Across the panels we’re looking at $W^T W$ which is the matrix of pairwise dot products between feature directions.

As sparsity increases, it starts to represent more features — but more interference also emerges. The diagonal $\lVert W_i \rVert^2$ is influencing the feature benefit cost while off-diagonals $W_i \cdot W_j$ are affecting the interference cost.

We see that in the densest case ( $S = 0$ ), only diagonal entries are highlighted for the 5 most important features. As sparsity increases, more diagonal entries light up. At the same time more off-diagonals show up. By $S = 0.97$ and $S = 0.99$ , we see that a dense block forms in the bottom-right — the low-importance features group together while the high-importance features maintain cleaner directions.

The model forms these patterns because as sparsity rises, interference is paid less in the expectation (because features fire less often when sparse), so the model can represent more features at the cost of letting them share directions.

The thing that is worth noting is the colors of the off-diagonals. The colors aren’t arbitrary — red means $W_i \cdot W_j > 0$ (pointing in similar directions), blue means $W_i \cdot W_j < 0$ (pointing in opposite directions).

We see that in the earlier heatmaps the off-diagonal cells are strongly blue. They form because the model arranges these feature directions as antipodal pairs — two feature directions pointing in exactly opposite directions, so $W_i \cdot W_j = -1$ .

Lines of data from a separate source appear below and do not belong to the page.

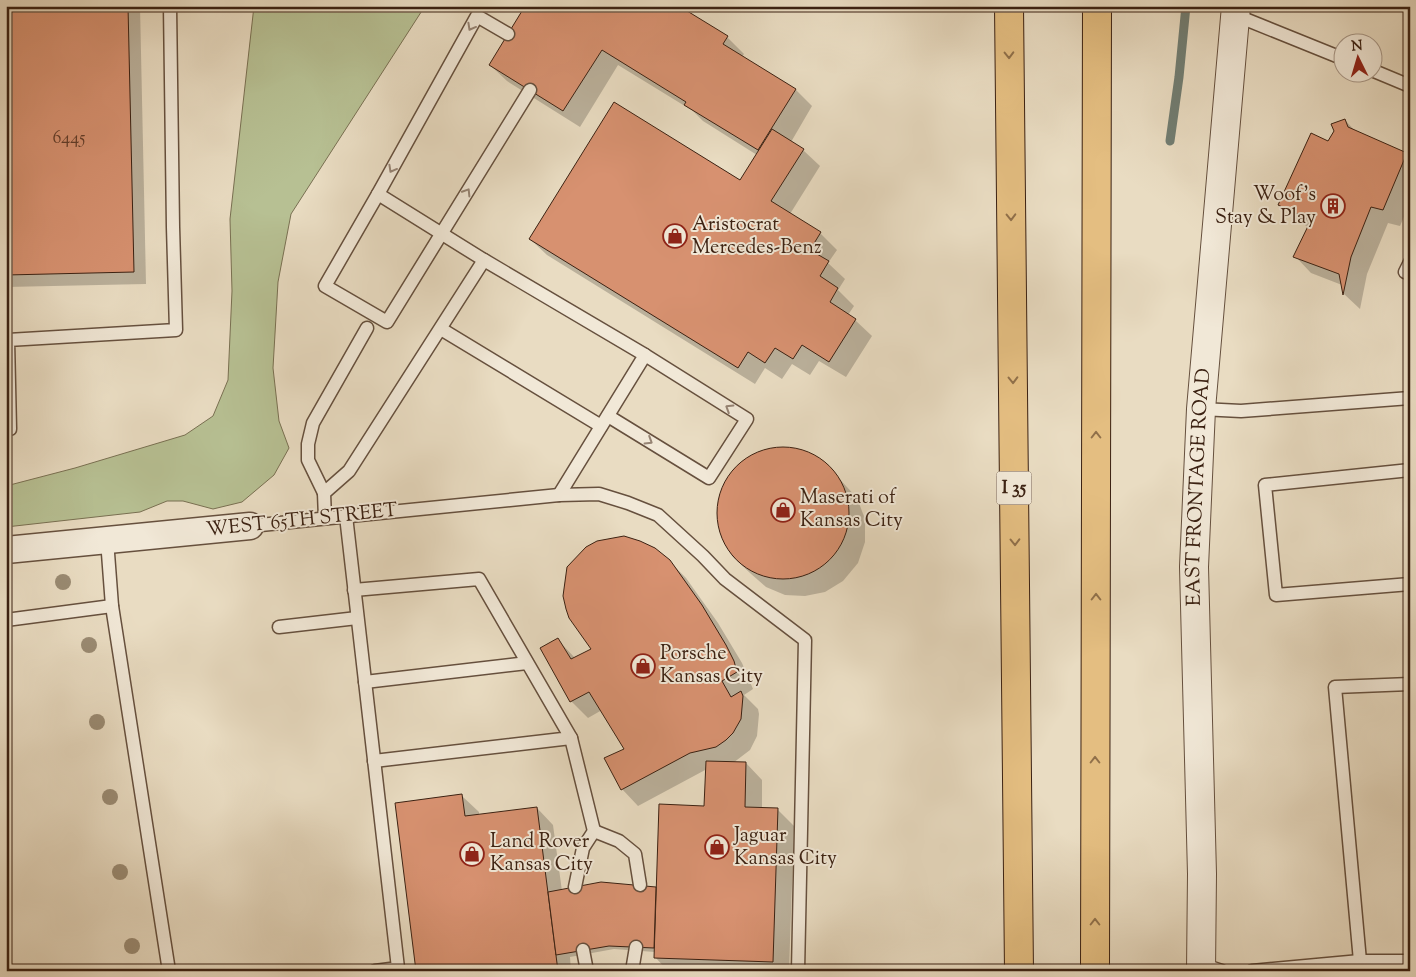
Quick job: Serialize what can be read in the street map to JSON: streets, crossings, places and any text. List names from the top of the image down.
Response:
{
  "streets": {
    "highway": ["I 35"],
    "street": ["EAST FRONTAGE ROAD", "WEST 65TH STREET"]
  },
  "places": {
    "building": ["Woof's Stay & Play"],
    "shop": [
      "Aristocrat Mercedes-Benz",
      "Maserati of Kansas City",
      "Porsche Kansas City",
      "Jaguar Kansas City",
      "Land Rover Kansas City"
    ]
  },
  "house_numbers": ["6445"],
  "north": "top"
}
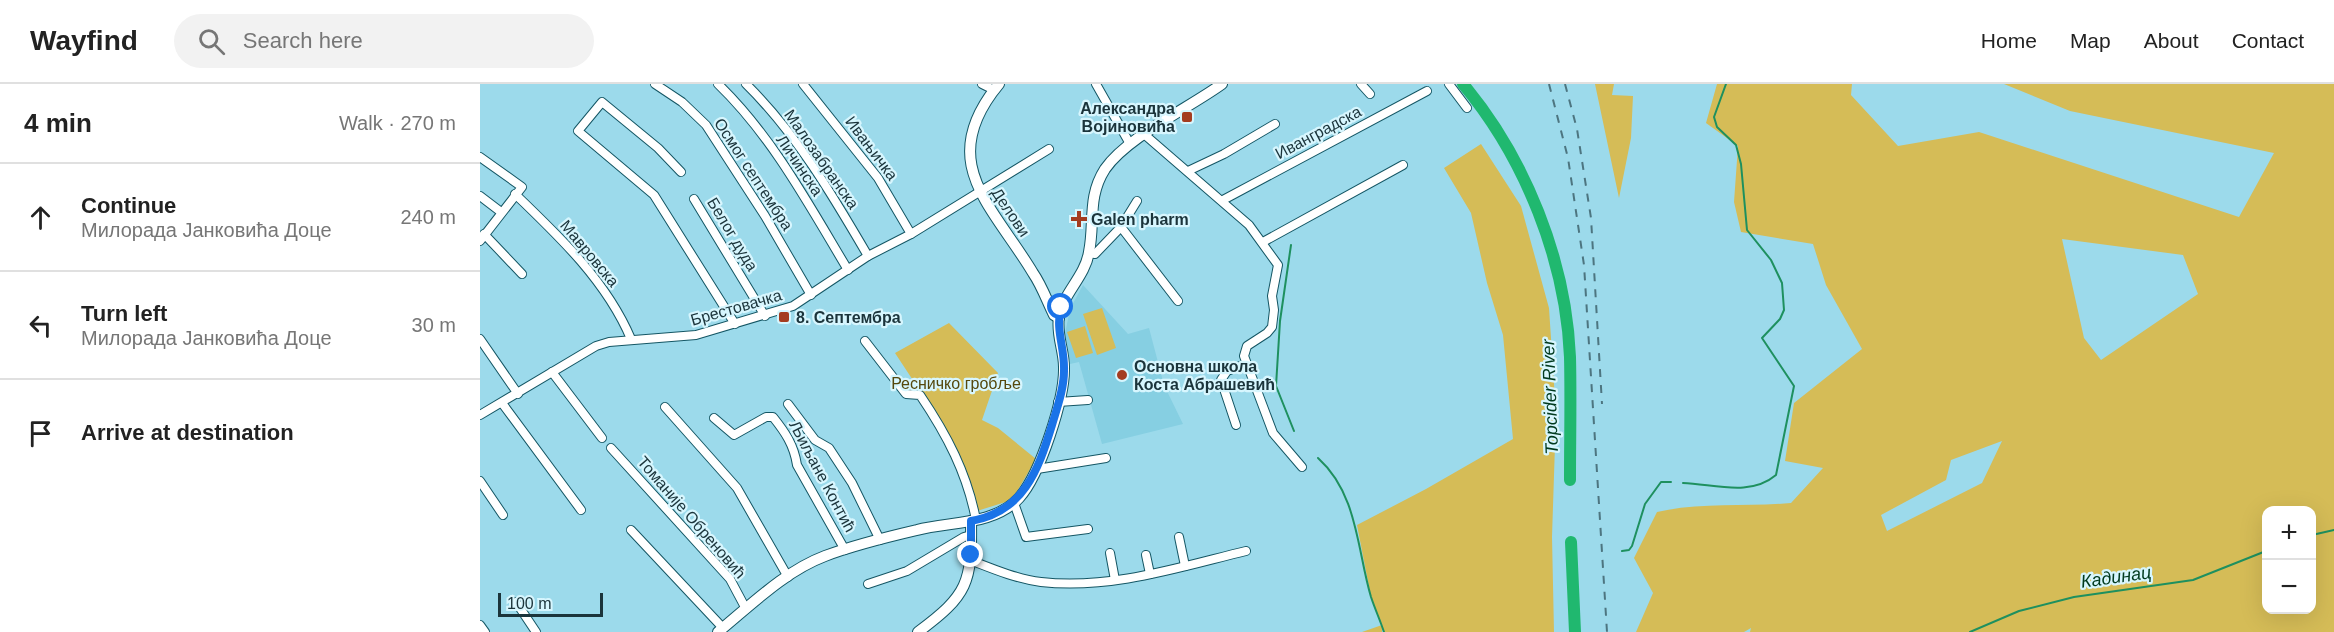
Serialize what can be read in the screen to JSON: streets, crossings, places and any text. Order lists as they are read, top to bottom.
{
  "streets": {
    "street": [
      "Иванградска",
      "Ивањичка",
      "Малозабранска",
      "Личинска",
      "Осмог септембра",
      "Делови",
      "Белог дуда",
      "Мавровска",
      "Брестовачка",
      "Љиљане Контић",
      "Томаније Обреновић"
    ]
  },
  "crossings": [
    ["Ивањичка", "Брестовачка"],
    ["Малозабранска", "Брестовачка"],
    ["Личинска", "Брестовачка"],
    ["Осмог септембра", "Брестовачка"],
    ["Делови", "Брестовачка"],
    ["Белог дуда", "Брестовачка"],
    ["Мавровска", "Брестовачка"]
  ],
  "water": ["Topcider River", "Кадинац"],
  "parks": ["Ресничко гробље"],
  "places": {
    "transit": ["Александра Војиновића", "8. Септембра"],
    "health": ["Galen pharm"],
    "other": ["Основна школа Коста Абрашевић"]
  },
  "scale_bar": "100 m",
  "page": {
    "header": "Wayfind",
    "search": "Search here",
    "nav": [
      "Home",
      "Map",
      "About",
      "Contact"
    ],
    "heading": ["4 min", "Walk · 270 m"],
    "list": [
      ["Continue", "Милорада Јанковића Доце", "240 m"],
      ["Turn left", "Милорада Јанковића Доце", "30 m"],
      "Arrive at destination"
    ],
    "map_buttons": ["+", "−"],
    "scale": "100 m"
  }
}
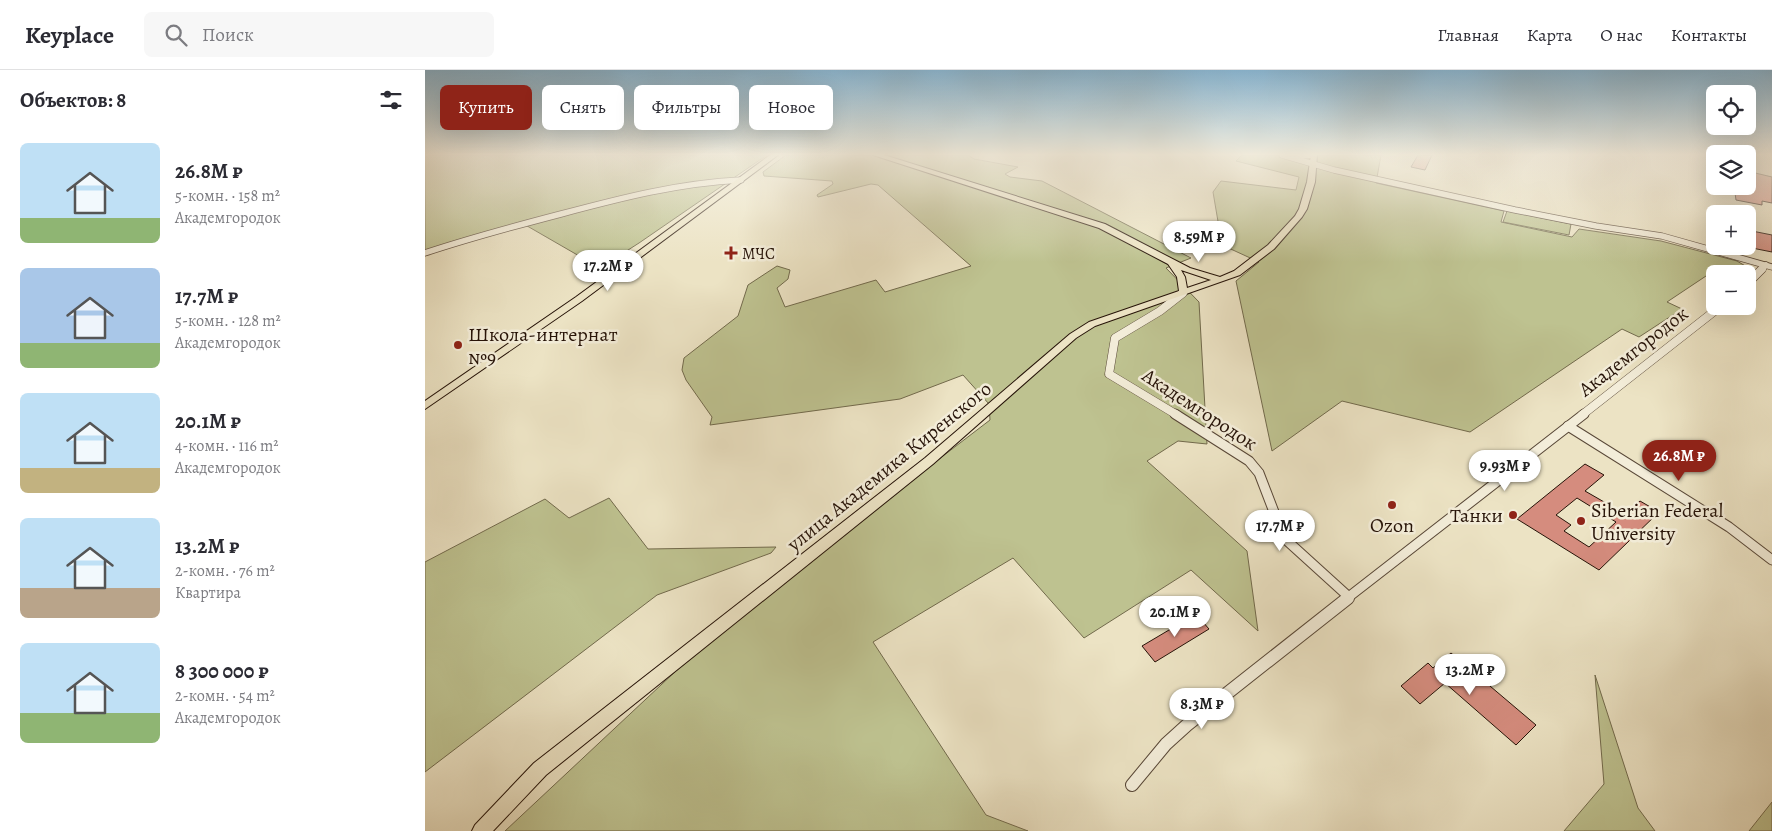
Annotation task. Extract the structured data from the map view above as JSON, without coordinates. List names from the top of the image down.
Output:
{
  "streets": {
    "main road": ["улица Академика Киренского"],
    "street": ["Академгородок"]
  },
  "crossings": [
    ["Академгородок", "улица Академика Киренского"]
  ],
  "places": {
    "health": ["МЧС"],
    "other": [
      "Школа-интернат №9",
      "Ozon",
      "Танки",
      "Siberian Federal University"
    ]
  },
  "page": {
    "header": "Keyplace",
    "search": "Поиск",
    "nav": [
      "Главная",
      "Карта",
      "О нас",
      "Контакты"
    ],
    "heading": "Объектов: 8",
    "map_buttons": ["+", "−"],
    "chip": [
      "Купить",
      "Снять",
      "Фильтры",
      "Новое"
    ],
    "list": [
      {
        "name": "26.8M ₽",
        "note": "5-комн. · 158 m² · Академгородок"
      },
      {
        "name": "17.7M ₽",
        "note": "5-комн. · 128 m² · Академгородок"
      },
      {
        "name": "20.1M ₽",
        "note": "4-комн. · 116 m² · Академгородок"
      },
      {
        "name": "13.2M ₽",
        "note": "2-комн. · 76 m² · Квартира"
      },
      {
        "name": "8 300 000 ₽",
        "note": "2-комн. · 54 m² · Академгородок"
      }
    ],
    "price": [
      "8.59M ₽",
      "17.2M ₽",
      "26.8M ₽",
      "9.93M ₽",
      "17.7M ₽",
      "20.1M ₽",
      "13.2M ₽",
      "8.3M ₽"
    ]
  }
}
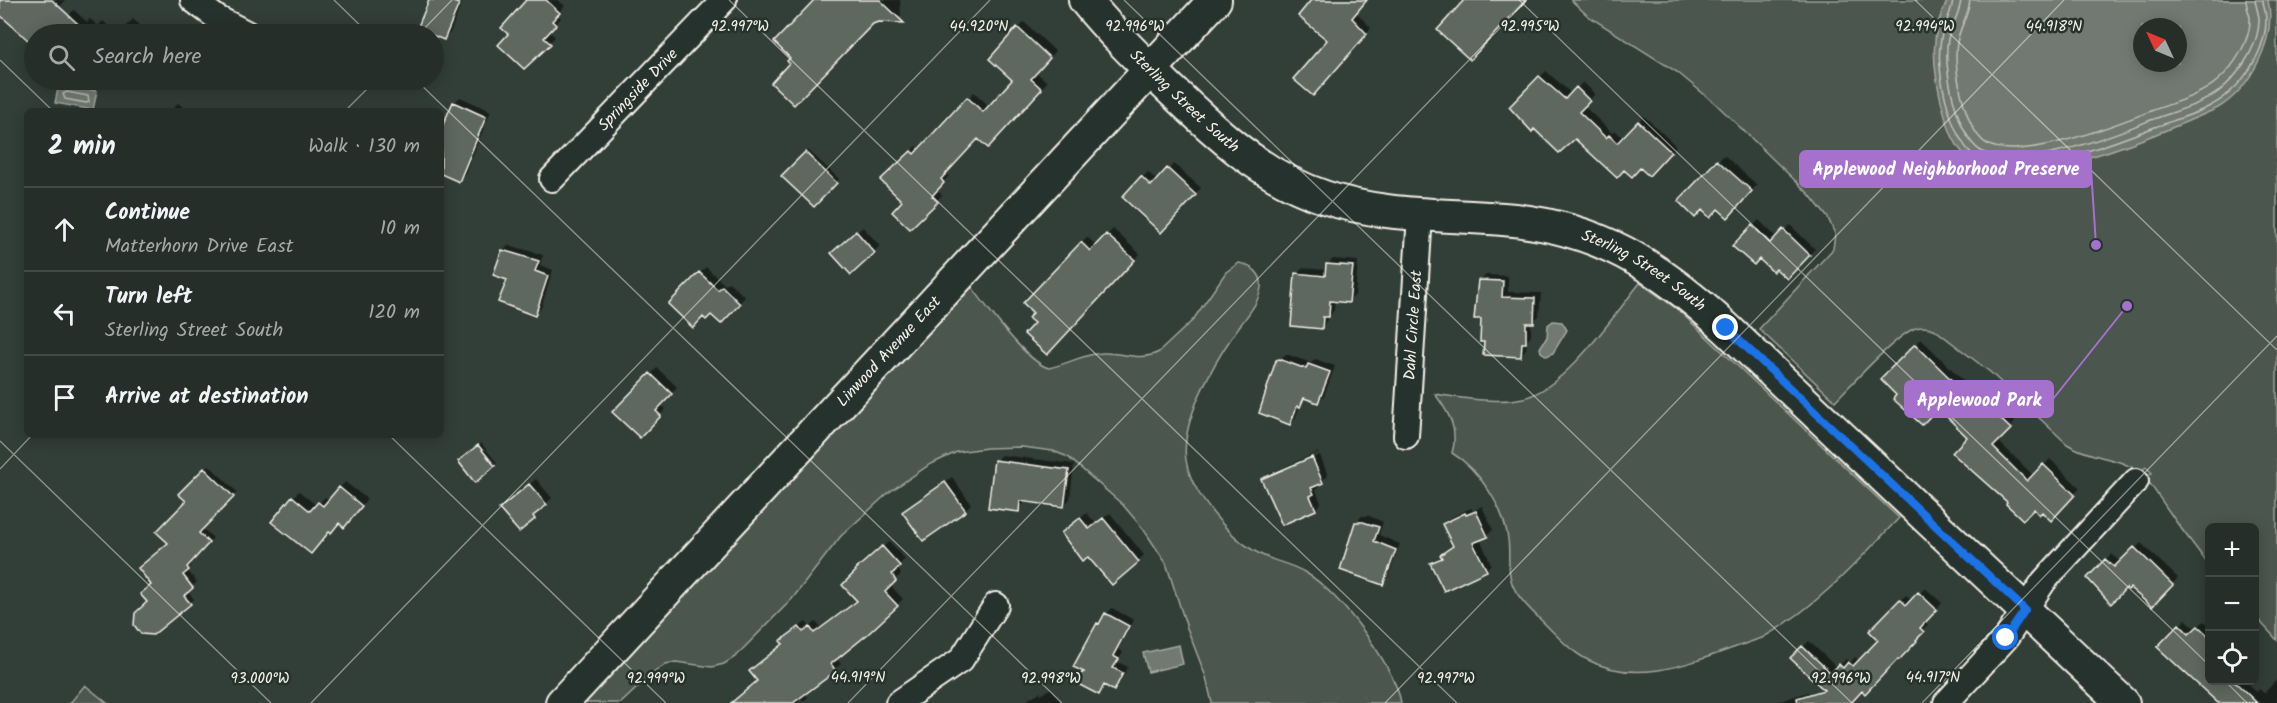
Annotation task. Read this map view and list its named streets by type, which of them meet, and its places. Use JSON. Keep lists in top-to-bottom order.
{
  "streets": {
    "street": [
      "Springside Drive",
      "Sterling Street South",
      "Dahl Circle East",
      "Linwood Avenue East"
    ]
  },
  "crossings": [
    ["Sterling Street South", "Dahl Circle East"],
    ["Sterling Street South", "Linwood Avenue East"]
  ],
  "places": ["Applewood Neighborhood Preserve", "Applewood Park"],
  "north": "top left",
  "page": {
    "search": "Search here",
    "heading": ["2 min", "Walk · 130 m"],
    "list": [
      ["Continue", "Matterhorn Drive East", "10 m"],
      ["Turn left", "Sterling Street South", "120 m"],
      "Arrive at destination"
    ],
    "map_buttons": ["+", "−"]
  },
  "coordinates": [
    "92.997°W",
    "92.996°W",
    "92.995°W",
    "92.994°W",
    "44.920°N",
    "44.918°N",
    "44.919°N",
    "44.917°N",
    "93.000°W",
    "92.999°W",
    "92.998°W"
  ]
}
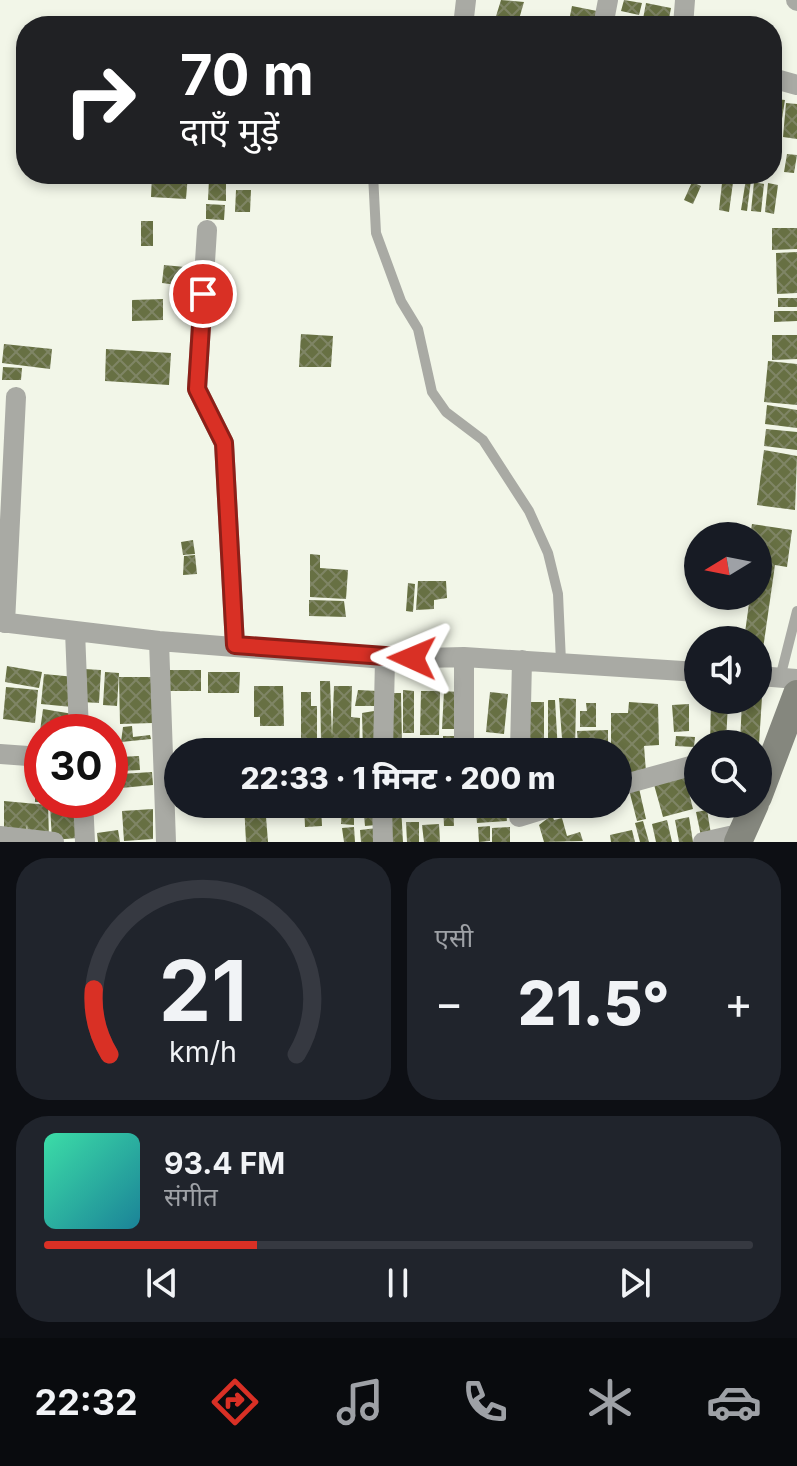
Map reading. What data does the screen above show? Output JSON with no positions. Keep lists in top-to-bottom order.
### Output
{
  "north": "left",
  "page": {
    "turn": ["70 m", "दाएँ मुड़ें"],
    "limit": "30",
    "trip": "22:33 · 1 मिनट · 200 m",
    "tile": "एसी",
    "heat": ["−", "21.5°", "+"],
    "song": ["93.4 FM", "संगीत"],
    "tabs": "22:32",
    "gauge": ["21", "km/h"]
  }
}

This actually answers a question I had been sitting with: why does the model need a non-linearity to superpose? Here’s why. When feature $j$ fires and contaminates feature $i$ ‘s readout, an antipodal arrangement makes that contamination negative. ReLU clips it to zero, thus clearing the interference for free. Without ReLU, antipodal pairs would buy the model nothing — squared dot product is the same in either direction.

As the sparsity rises, we see red cells emerge. This is when angles between directions become acute and the model accepts non-cleanable interference because the features causing it are low-importance and rarely fire. The model can’t keep using antipodal arrangement since it can only have a limited number of them. For example, if we try to fit 5 features into 2 dimensions, geometry forces some pairs into acute angles.

Conclusion

Before the replication I’d say that I had a little understanding of how the model tries to compress $n$ features into $m < n$ hidden dimensions. Now I’d say it’s about using non-linearity to filter cheap interference; superposition is the consequence.

The paper covers a lot more than this one experiment. I’m especially curious about geometric organization of features in superposition and how phase transitions occur between configurations.